STORED DATA >>
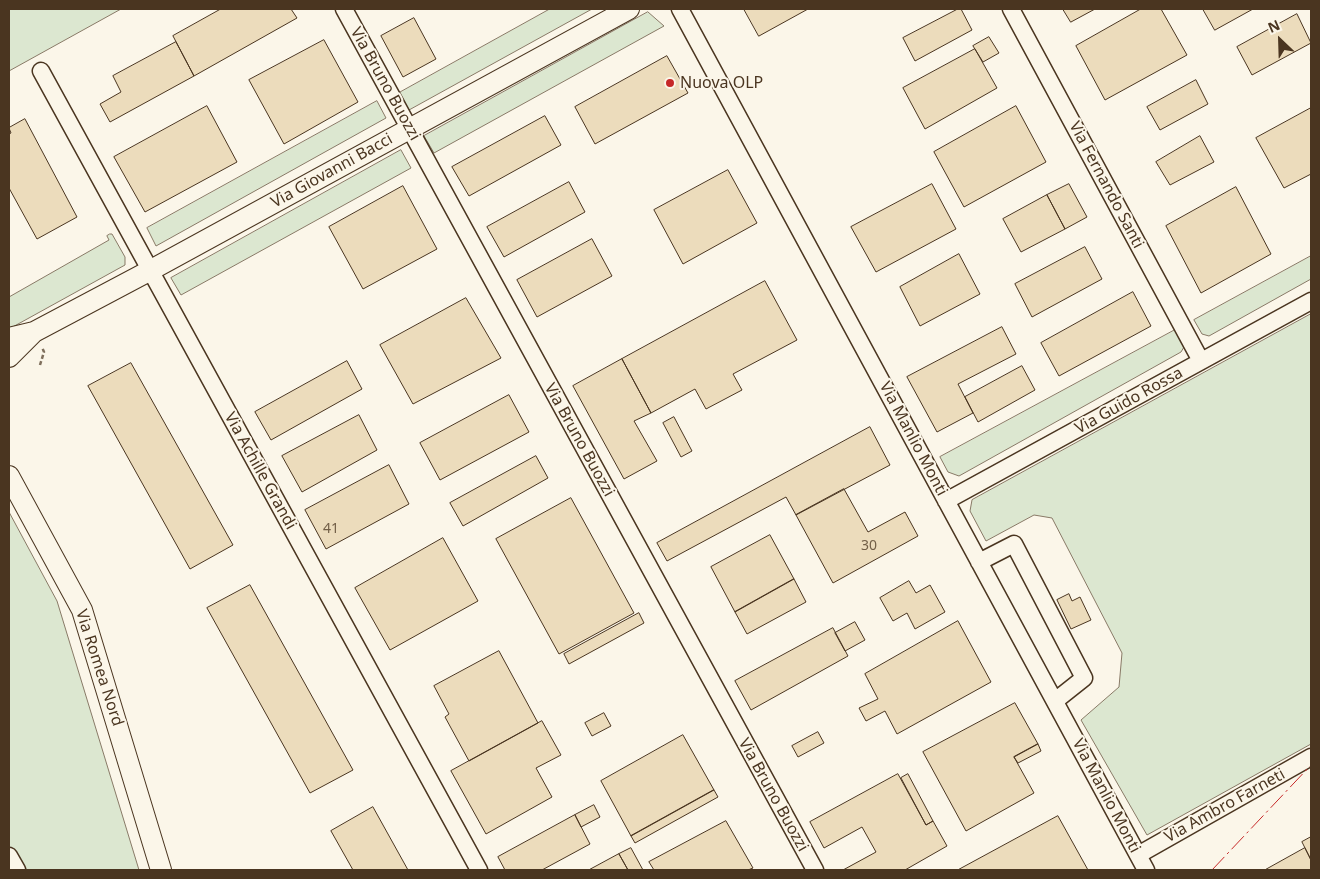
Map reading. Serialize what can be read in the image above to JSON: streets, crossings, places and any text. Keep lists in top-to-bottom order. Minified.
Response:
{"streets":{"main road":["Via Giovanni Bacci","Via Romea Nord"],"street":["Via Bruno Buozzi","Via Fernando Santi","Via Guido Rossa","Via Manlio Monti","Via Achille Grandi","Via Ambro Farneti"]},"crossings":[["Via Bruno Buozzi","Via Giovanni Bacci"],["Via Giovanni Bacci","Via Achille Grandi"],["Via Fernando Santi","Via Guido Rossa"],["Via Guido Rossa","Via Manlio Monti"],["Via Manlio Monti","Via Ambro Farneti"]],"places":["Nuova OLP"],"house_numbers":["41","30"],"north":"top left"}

REQUIRED ACTION >>
Reproduce the material word for word, minus the images.

SOLUTION FOR THIS EXERCISE >>
Map reading. Serialize what can be read in the image above to JSON: streets, crossings, places and any text. Keep lists in top-to-bottom order. Minified.
Response:
{"streets":{"main road":["Via Giovanni Bacci","Via Romea Nord"],"street":["Via Bruno Buozzi","Via Fernando Santi","Via Guido Rossa","Via Manlio Monti","Via Achille Grandi","Via Ambro Farneti"]},"crossings":[["Via Bruno Buozzi","Via Giovanni Bacci"],["Via Giovanni Bacci","Via Achille Grandi"],["Via Fernando Santi","Via Guido Rossa"],["Via Guido Rossa","Via Manlio Monti"],["Via Manlio Monti","Via Ambro Farneti"]],"places":["Nuova OLP"],"house_numbers":["41","30"],"north":"top left"}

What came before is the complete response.